What is needed: Copy each line of the records below that mentions the word "turn".

Entries supplied:
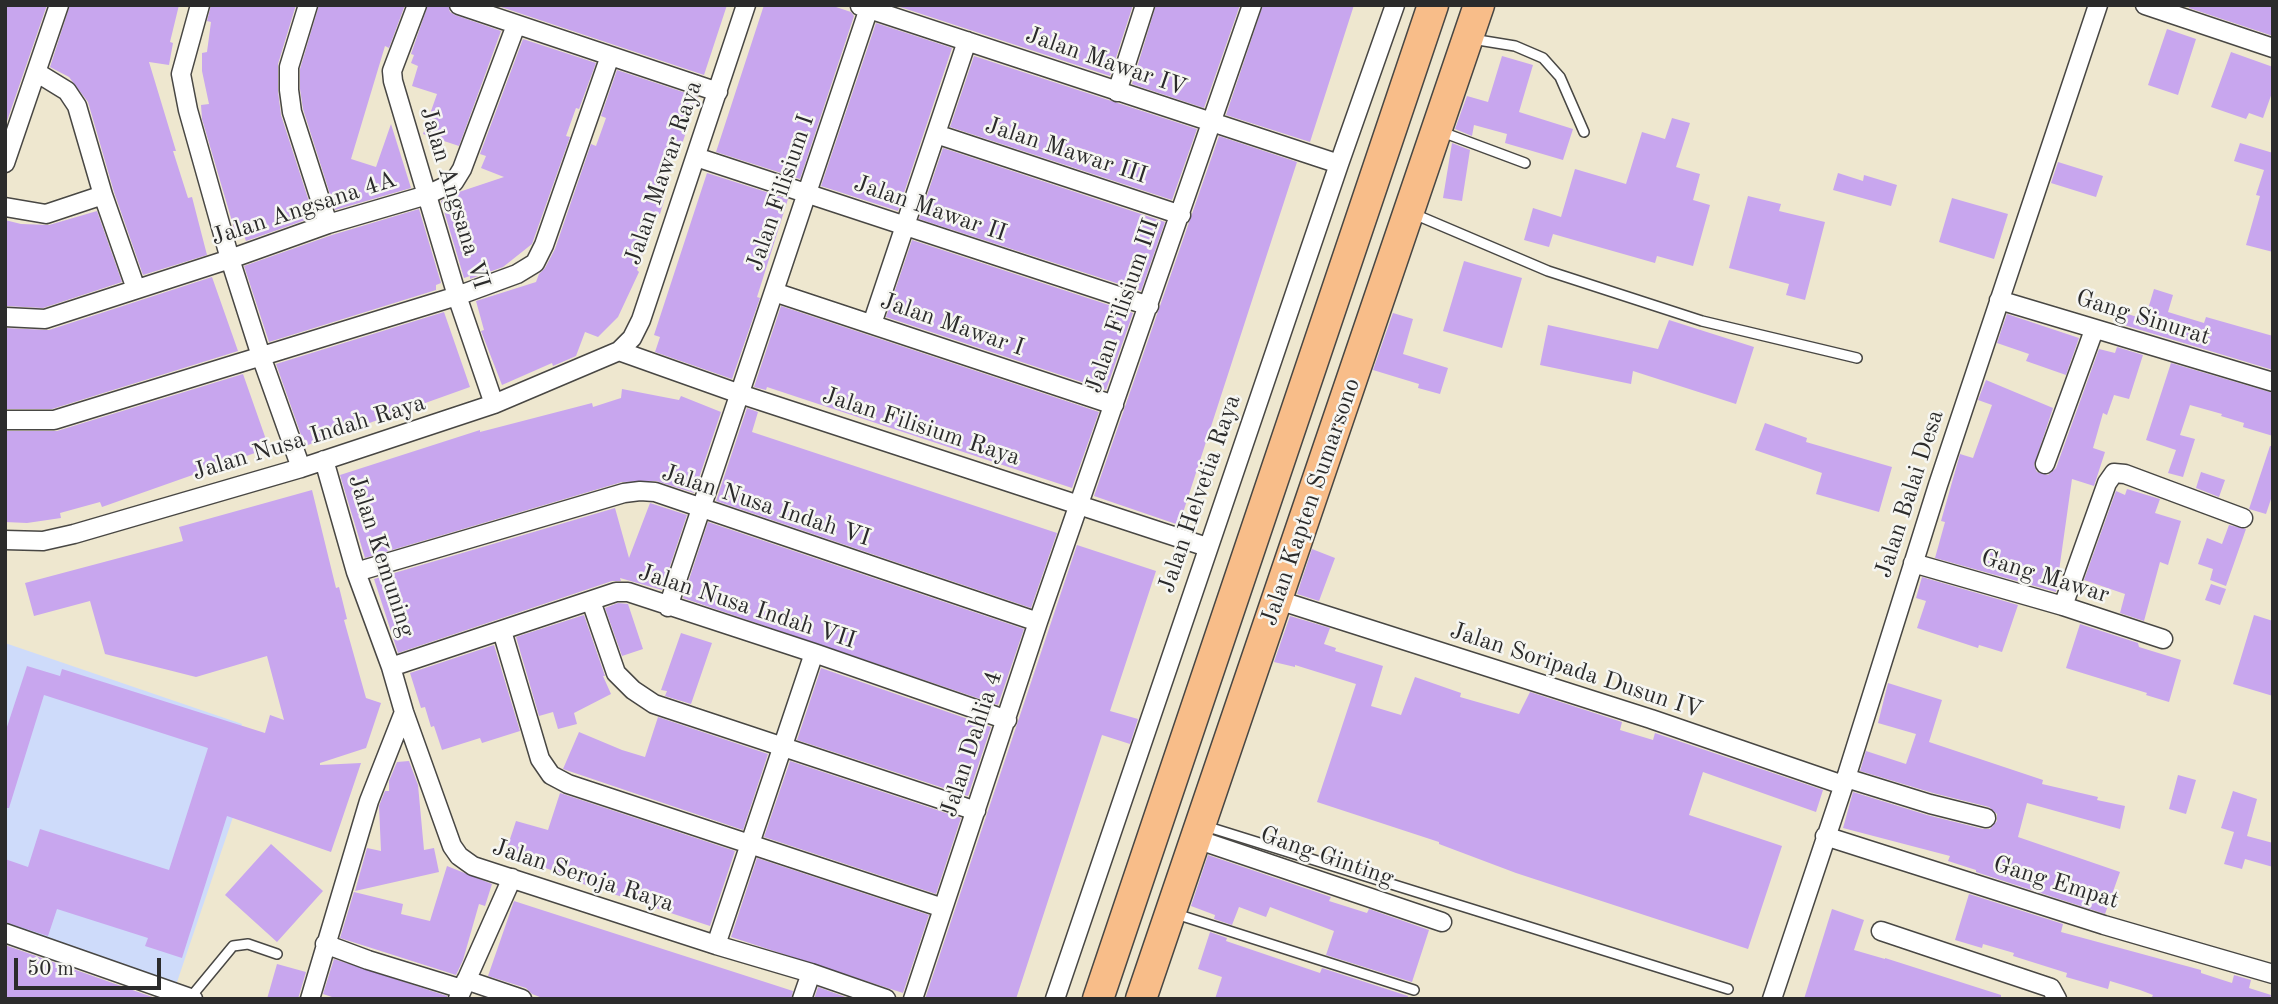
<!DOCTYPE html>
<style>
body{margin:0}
#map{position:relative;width:2278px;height:1004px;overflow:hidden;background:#eee7cf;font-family:"Old Standard TT",serif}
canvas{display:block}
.frame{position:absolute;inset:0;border:7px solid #2b2b2b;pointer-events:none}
.scale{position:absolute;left:14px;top:958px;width:147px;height:32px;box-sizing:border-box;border:4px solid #2b2b2b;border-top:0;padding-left:9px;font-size:21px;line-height:24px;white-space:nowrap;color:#2b2b2b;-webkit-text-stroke:5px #f6f6f2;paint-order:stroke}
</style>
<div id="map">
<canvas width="2278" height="1004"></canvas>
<div class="frame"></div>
<div class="scale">50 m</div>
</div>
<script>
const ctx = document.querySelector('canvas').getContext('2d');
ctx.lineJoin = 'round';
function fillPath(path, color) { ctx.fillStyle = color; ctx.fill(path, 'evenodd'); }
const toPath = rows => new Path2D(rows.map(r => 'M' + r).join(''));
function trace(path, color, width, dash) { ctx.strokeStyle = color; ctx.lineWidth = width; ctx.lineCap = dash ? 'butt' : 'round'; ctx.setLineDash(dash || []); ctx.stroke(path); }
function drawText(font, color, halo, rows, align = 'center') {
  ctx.font = font + ' "Old Standard TT",serif'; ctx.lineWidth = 5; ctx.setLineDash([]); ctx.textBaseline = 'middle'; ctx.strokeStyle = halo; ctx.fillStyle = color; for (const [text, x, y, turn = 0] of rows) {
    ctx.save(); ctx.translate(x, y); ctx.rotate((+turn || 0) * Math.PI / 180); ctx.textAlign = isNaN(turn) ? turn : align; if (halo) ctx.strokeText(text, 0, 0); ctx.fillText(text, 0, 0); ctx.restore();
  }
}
fillPath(toPath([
 [5,643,242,724,233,755,252,761,176,985,5,927]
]), '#cedbfa');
fillPath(toPath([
 [5,5,47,5,5,127],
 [70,5,179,5,170,42,173,43,169,65,149,62,176,151,173,151,188,198,192,197,207,255,143,275,114,192,88,102,69,77,50,67],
 [211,5,296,5,278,64,278,91,281,115,314,217,246,241,243,233,236,235,202,119,201,105,209,104,202,71,202,53,207,52,211,22,207,21],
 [319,5,405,5,389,48,385,46,351,159,376,167,391,124,411,188,335,210,303,109,300,89,300,69],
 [428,5,448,5,450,12,455,15,501,31,459,146,423,134,437,94,412,86,418,66,411,63,414,55,411,54],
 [495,5,727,5,704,75],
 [764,5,830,5,851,12,854,16,800,179,716,152],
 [894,5,1133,5,1110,76],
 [1156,5,1240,5,1204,108,1132,84],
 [1263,5,1354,5,1310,142,1226,115],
 [2189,5,2273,5,2273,36,2189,8],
 [876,23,952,48,898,211,821,186],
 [2167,29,2196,39,2178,95,2148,85],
 [523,39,596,63,579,109,576,108,566,136,570,137,532,244,503,267,470,279,470,276,464,278,441,201,459,192,504,177,481,168,486,156,480,154],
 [2231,52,2273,67,2273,90,2263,118,2249,113,2246,119,2211,107],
 [974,56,1197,129,1172,200,950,127],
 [1502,56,1533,65,1519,112,1573,129,1563,160,1505,143,1507,134,1474,125,1472,136,1455,129,1467,96,1488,102],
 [617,70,698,97,681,147,675,145,660,192,666,194,660,214,657,213,637,270,639,272,618,317,598,337,585,332,576,356,553,366,552,363,502,385,481,331,484,330,476,301,536,282,539,274,545,268,555,249,591,144,596,146,606,118,601,116],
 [1672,118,1690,123,1676,167,1700,174,1693,200,1710,205,1693,266,1657,256,1655,263,1553,234,1549,247,1524,240,1533,208,1561,217,1575,169,1626,184,1642,132,1665,139],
 [1219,136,1297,162,1179,525,1094,496],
 [1452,143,1470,150,1462,201,1443,198],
 [2240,143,2273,153,2273,252,2246,245,2260,196,2256,195,2264,170,2234,161],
 [943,148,1165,222,1141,291,919,219],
 [2058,162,2103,176,2096,197,2051,183],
 [707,173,788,199,757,297,760,298,732,379,655,352,660,337,654,335],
 [1838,173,1863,181,1864,175,1897,185,1891,206,1833,190],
 [1748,196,1781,204,1779,211,1825,222,1805,300,1786,295,1789,284,1729,268],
 [1952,198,2008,214,1994,259,1939,242],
 [419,209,441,283,436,285,436,290,269,342,244,266,332,235],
 [97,211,122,282,43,308,5,306,5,220,21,224,49,225],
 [912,240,1133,313,1106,390,886,317],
 [1464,261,1522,278,1502,348,1443,331],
 [212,277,238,351,235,352,52,409,5,409,5,328,49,330],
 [2154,289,2173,295,2168,312,2204,323,2206,317,2273,336,2273,370,2124,325,2127,314,2145,319],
 [781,306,1099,412,1072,488,767,387,766,390,754,387],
 [444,312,470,387,305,446,276,364],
 [1393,313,1413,319,1403,354,1448,368,1440,394,1418,388,1419,384,1373,370],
 [2007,314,2079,338,2066,375,2026,361,2029,354,1997,343],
 [1669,320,1754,347,1736,404,1633,371,1631,384,1540,365,1548,325,1658,349],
 [2117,347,2143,355,2129,399,2114,395,2107,415,2103,413,2093,448,2105,452,2094,486,2072,479,2056,592,1935,558,1945,522,1941,521,1960,454,1973,458,1992,405,1978,400,1986,380,2053,408,2034,465,2037,472,2048,475,2056,468,2099,349,2115,353],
 [2171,363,2273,393,2273,436,2243,427,2244,423,2221,416,2222,414,2190,405,2180,435,2195,439,2183,477,2168,473,2176,450,2146,440],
 [243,374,269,448,102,507,100,502,60,513,61,518,27,523,5,522,5,431,57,431],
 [622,389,679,400,681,396,721,412,694,493,656,481,622,482,365,558,340,475,480,430,480,432,592,403,593,407,621,398],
 [747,408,758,412,752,432,1057,533,1031,608,716,501],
 [1765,423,1807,438,1806,442,1892,467,1879,512,1816,494,1822,473,1755,450],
 [2270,446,2273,446,2273,493,2266,514,2249,509],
 [2201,472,2225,480,2219,497,2196,488],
 [2127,489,2160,499,2155,513,2181,521,2168,565,2160,562,2144,621,2120,613,2125,594,2084,580,2116,491,2125,495],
 [312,490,336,588,339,587,347,619,344,620,366,698,381,703,366,748,320,763,320,765,361,763,331,852,227,816,182,958,145,946,148,938,57,909,48,936,5,922,5,859,28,867,40,829,169,870,208,748,44,695,9,808,5,808,5,733,27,666,60,676,62,669,265,733,270,715,284,720,267,656,196,677,105,654,90,601,34,616,25,583,183,541,179,527],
 [650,503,687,515,662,590,620,578,621,581,612,581,398,653,374,579,615,508,629,558],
 [708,522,1024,629,998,705,683,598],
 [2229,525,2246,529,2226,586,2210,580,2213,569,2198,564,2207,538,2222,544],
 [1077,545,1156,571,1110,711,1138,719,1130,744,1102,735,1016,999,925,999],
 [1312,549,1335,558,1319,601,1297,594],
 [1922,577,2018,605,2002,652,1979,645,1978,648,1917,628,1926,601,1916,598],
 [2211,584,2226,589,2220,605,2205,600],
 [618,603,628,604,643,649,622,656,605,608],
 [584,615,605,676,603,676,611,694,574,713,577,724,558,729,553,712,539,716,516,637],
 [2254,615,2273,621,2273,696,2233,684],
 [1290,616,1330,628,1324,644,1336,648,1335,651,1383,666,1371,706,1401,715,1415,677,1461,693,1460,697,1519,714,1530,692,1622,722,1620,730,1653,740,1655,733,1823,790,1816,812,1703,772,1689,815,1782,846,1748,949,1516,873,1439,844,1439,842,1317,802,1356,684,1295,665,1295,667,1274,662],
 [2080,624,2138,643,2139,647,2181,660,2169,702,2146,695,2147,693,2066,668],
 [681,633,712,643,691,704,665,696,667,691,661,690],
 [494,645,520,731,482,743,480,738,442,750,434,726,431,727,425,707,421,708,410,673],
 [821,668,991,727,968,796,797,740],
 [1888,683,1942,700,1929,742,2043,780,2042,784,2098,797,2097,800,2125,806,2120,829,2027,803,2018,837,2120,872,2105,914,1976,872,1976,870,1948,861,1950,856,1843,828,1853,792,1927,815,1983,829,1990,829,1997,821,1997,814,1989,807,1933,793,1860,771,1866,751,1906,764,1916,734,1878,723],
 [658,717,768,754,743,830,563,769,579,732,622,750,645,757],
 [409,761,418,785,424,850,434,848,439,872,355,891,367,848,381,851,379,806,385,791,389,791,389,781,397,762],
 [790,761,961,818,936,894,764,837],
 [2178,775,2196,780,2186,814,2169,809],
 [2233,791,2257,799,2247,836,2273,843,2273,867,2245,859,2242,869,2224,864,2234,832,2221,828],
 [560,793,735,851,710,926,574,881,575,878,536,865,537,861,506,851,516,821,548,830],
 [271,844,323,891,277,942,225,895],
 [1208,855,1331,897,1329,901,1367,913,1369,909,1429,930,1412,982,1326,955,1334,931,1270,907,1266,917,1239,907,1232,925,1214,919,1215,915,1191,906],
 [757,858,929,915,903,993,731,937],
 [447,866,492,884,485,906,479,904,463,960,456,975,340,938,354,892,403,904,401,914,430,921],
 [1969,894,2063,924,2061,932,2201,970,2201,973,2232,983,2234,975,2251,980,2249,988,2271,995,2270,999,2151,999,2153,995,2140,990,2110,981,2108,989,2066,977,2067,973,2013,956,2014,953,1983,944,1982,948,1955,940],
 [514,901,793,991,791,999,545,999,532,994,526,988,488,976],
 [1832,909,1864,920,1854,950,1885,959,1885,958,2001,995,2001,999,1804,999],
 [1210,932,1227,938,1226,941,1320,973,1322,968,1408,996,1407,999,1215,999,1222,977,1198,969],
 [5,945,158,999,5,999],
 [334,959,447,996,447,999,338,999,323,994],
 [277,964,306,972,298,999,267,999],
 [818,987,851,999,814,999]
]), '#c8a6ee');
const service = toPath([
 [1472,39,1515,46,1543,58,1560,77,1584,132],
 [1442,132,1525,163],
 [1414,214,1548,271,1702,321,1857,358],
 [1205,826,1728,989],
 [1176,914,1414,990],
 [190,998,233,946,248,944,277,954]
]);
const minor = toPath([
 [200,5,181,74,188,110,230,259,261,356,301,468],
 [308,5,289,67,289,90,292,112,328,224],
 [417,5,392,71,393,81,457,296,494,404],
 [459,5,718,92],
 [2145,5,2273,48],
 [860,6,1339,164],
 [36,72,67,91,77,106,103,195,136,289],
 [1117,92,1145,5],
 [936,134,1181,215],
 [696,157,1149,306],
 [5,163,59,5],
 [5,207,46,214,103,195],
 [774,292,1114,405],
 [1999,300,2273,382],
 [5,317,45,319,230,259,328,224,427,195,454,182,462,169,516,25],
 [872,324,967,41],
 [619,351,740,394,1207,547],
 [5,420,54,420,457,296,517,274,535,263,544,245,610,56],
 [324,460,356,572,391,667,404,712,452,846,459,856,473,866,716,945,811,973,886,999],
 [2045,464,2094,330],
 [5,540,43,541,74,534,301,468,494,404,619,351,632,338,641,320,746,5],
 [1913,563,2063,606,2163,639],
 [356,572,624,493,640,491,655,492,1038,622],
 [1278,600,1651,719,1843,785],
 [591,601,616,673,633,690,654,704,976,811],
 [2063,606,2107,483,2114,473,2125,474,2243,518],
 [668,607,870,5],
 [502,631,540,759,551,775,568,784,943,908],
 [391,667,616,592,628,592,814,653,1007,720],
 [1846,778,1930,804,1986,818],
 [1825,836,2104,925,2273,974],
 [1196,839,1442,922],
 [1881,931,2051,988,2057,999],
 [5,933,193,999],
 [325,944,368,960,462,989],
 [716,945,814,653],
 [466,980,522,999],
 [310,999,369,801,404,712],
 [458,999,512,878],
 [802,999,811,973],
 [913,999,1038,622,1252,5],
 [1055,999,1339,164,1395,5],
 [1772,999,1846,778,1938,485,2098,5]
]);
const trunk = toPath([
 [1098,999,1433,5],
 [1141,999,1479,5]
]);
trace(service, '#484744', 12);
trace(minor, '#484744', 21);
trace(trunk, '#484744', 33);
trace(service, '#fff', 9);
trace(minor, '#fff', 18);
trace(trunk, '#f8bd89', 30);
drawText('24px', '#2b2b2b', '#f6f6f2', [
 ["Jalan Mawar IV",1106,62,19],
 ["Jalan Mawar III",1066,151,18],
 ["Jalan Mawar Raya",664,173,-71],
 ["Jalan Filisium I",781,193,-71],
 ["Jalan Angsana VI",454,198,73],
 ["Jalan Angsana 4A",304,209,-18],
 ["Jalan Mawar II",930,209,19],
 ["Jalan Filisium III",1123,306,-71],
 ["Gang Sinurat",2143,318,17],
 ["Jalan Mawar I",952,325,19],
 ["Jalan Filisium Raya",921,427,18],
 ["Jalan Nusa Indah Raya",309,438,-17],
 ["Jalan Helvetia Raya",1200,494,-71],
 ["Jalan Balai Desa",1910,494,-72],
 ["Jalan Kapten Sumarsono",1311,502,-71],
 ["Jalan Nusa Indah VI",766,506,18],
 ["Jalan Kemuning",381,556,72],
 ["Gang Mawar",2045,577,17],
 ["Jalan Nusa Indah VII",747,607,18],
 ["Jalan Soripada Dusun IV",1576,671,18],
 ["Jalan Dahlia 4",972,744,-72],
 ["Gang Ginting",1327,857,19],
 ["Jalan Seroja Raya",583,876,18],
 ["Gang Empat",2056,883,17]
]);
</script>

Response:
  ctx.font = font + ' "Old Standard TT",serif'; ctx.lineWidth = 5; ctx.setLineDash([]); ctx.textBaseline = 'middle'; ctx.strokeStyle = halo; ctx.fillStyle = color; for (const [text, x, y, turn = 0] of rows) {
    ctx.save(); ctx.translate(x, y); ctx.rotate((+turn || 0) * Math.PI / 180); ctx.textAlign = isNaN(turn) ? turn : align; if (halo) ctx.strokeText(text, 0, 0); ctx.fillText(text, 0, 0); ctx.restore();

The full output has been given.